Women for whom a trial of labor is unsuccessful and who therefore require a second cesarean section have the greatest morbidity. In our study, 63.6 percent of major complications and 28.4 percent of minor complications occurred in women who required cesarean section after an unsuccessful trial of labor. A maternal age of 35 years or more, delivery at a community or regional hospital, a birth weight of 4000 g or more in the infant, and the absence of a history of vaginal delivery were associated with an increased risk of cesarean section due to the failure of a trial of labor. Although a trial of labor ends in vaginal delivery in 60 to 80 percent of women who attempt it after a previous cesarean section,8,9,10,11,12 it is a great challenge to identify the women who are most likely to have a successful trial of labor. Recently, researchers have tried to predict the likelihood of success or failure with a trial of labor after a previous cesarean section.17,18,19 Previous dysfunctional labor, no prior vaginal delivery, an abnormal fetal-heart-rate tracing, induction of labor,17 fetalpelvic disproportion,18 and fetal growth abnormalities19 all increased the likelihood that a trial of labor would be unsuccessful.
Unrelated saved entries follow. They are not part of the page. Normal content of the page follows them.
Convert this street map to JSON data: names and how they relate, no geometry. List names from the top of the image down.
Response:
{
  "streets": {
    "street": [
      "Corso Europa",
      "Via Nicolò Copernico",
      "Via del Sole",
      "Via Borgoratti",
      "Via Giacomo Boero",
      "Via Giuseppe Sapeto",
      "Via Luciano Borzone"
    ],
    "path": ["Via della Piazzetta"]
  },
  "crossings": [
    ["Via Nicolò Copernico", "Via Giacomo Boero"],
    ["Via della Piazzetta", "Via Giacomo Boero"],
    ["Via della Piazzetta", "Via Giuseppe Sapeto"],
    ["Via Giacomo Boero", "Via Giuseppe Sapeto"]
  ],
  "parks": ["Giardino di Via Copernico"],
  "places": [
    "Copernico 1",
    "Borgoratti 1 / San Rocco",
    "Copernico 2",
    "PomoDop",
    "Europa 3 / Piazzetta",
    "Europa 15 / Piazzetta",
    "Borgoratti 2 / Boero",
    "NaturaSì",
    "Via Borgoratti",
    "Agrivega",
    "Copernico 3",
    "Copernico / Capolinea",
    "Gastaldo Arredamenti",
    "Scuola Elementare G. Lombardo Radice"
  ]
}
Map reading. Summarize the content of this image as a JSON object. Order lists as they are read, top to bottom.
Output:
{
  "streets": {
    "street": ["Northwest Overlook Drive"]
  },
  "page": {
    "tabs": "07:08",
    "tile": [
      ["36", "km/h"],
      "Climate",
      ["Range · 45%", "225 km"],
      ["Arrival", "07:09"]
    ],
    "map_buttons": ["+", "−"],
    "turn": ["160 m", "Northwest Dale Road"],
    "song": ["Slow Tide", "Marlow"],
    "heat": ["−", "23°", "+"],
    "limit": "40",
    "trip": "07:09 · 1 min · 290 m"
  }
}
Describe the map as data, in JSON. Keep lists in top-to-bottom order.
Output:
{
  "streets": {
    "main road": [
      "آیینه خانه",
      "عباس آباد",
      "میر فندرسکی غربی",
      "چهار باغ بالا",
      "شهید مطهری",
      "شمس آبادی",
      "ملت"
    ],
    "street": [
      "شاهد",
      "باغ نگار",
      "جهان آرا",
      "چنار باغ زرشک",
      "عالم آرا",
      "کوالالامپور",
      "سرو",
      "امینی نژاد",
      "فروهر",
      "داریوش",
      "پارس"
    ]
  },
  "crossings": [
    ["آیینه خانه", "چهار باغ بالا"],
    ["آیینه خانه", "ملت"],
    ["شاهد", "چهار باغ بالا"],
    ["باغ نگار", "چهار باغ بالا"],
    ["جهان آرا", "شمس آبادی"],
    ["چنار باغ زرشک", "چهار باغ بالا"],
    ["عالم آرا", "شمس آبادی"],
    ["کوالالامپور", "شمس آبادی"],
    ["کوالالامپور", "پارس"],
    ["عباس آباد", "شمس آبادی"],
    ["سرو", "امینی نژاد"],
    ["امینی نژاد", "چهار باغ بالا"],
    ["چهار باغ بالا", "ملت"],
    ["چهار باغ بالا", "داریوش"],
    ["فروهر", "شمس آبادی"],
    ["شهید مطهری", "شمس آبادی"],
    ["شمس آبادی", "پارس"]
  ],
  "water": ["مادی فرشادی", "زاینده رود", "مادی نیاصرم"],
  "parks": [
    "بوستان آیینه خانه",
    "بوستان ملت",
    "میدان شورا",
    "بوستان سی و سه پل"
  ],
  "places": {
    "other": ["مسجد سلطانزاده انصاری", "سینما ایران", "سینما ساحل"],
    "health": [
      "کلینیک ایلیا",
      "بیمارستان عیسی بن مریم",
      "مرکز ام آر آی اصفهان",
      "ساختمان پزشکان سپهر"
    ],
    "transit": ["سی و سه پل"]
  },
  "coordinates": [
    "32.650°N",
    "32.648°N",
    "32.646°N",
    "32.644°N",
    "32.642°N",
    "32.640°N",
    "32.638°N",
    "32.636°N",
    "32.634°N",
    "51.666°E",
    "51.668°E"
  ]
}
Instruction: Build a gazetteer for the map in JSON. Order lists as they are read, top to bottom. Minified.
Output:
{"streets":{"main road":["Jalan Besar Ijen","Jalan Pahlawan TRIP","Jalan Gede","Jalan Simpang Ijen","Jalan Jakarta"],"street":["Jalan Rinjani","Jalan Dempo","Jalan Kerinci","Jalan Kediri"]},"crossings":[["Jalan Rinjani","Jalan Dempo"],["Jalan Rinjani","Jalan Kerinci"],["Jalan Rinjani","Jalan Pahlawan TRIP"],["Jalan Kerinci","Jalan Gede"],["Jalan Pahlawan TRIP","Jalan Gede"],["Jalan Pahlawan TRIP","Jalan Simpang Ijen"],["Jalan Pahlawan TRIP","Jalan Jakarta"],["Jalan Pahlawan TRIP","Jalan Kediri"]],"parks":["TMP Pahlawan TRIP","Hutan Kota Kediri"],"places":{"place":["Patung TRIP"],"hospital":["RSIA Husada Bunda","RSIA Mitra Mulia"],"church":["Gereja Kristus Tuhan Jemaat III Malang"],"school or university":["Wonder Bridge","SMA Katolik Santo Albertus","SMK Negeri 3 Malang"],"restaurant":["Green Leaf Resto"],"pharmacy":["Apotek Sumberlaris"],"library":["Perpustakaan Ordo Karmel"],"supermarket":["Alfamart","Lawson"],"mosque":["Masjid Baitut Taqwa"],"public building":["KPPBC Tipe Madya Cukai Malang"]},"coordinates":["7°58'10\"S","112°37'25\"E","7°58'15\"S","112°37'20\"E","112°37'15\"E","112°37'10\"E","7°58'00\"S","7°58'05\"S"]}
Because some outcomes associated with a trial of labor after a previous cesarean section are rare, we used population-based data to generate estimates of the risk of complications and death. However, our study is limited by possible selection bias and a possible lack of generalizability. Because the women were allowed to choose between a trial of labor and an elective second cesarean section, selection bias could have altered our estimates of risk. The results of our study may also not be generalizable to other groups of women, since the management of a trial of labor after a previous cesarean section in Canada may be different from standard practice in other parts of the world. Finally, although neonatal outcomes in the two groups were similar, follow-up information about the infants was not available.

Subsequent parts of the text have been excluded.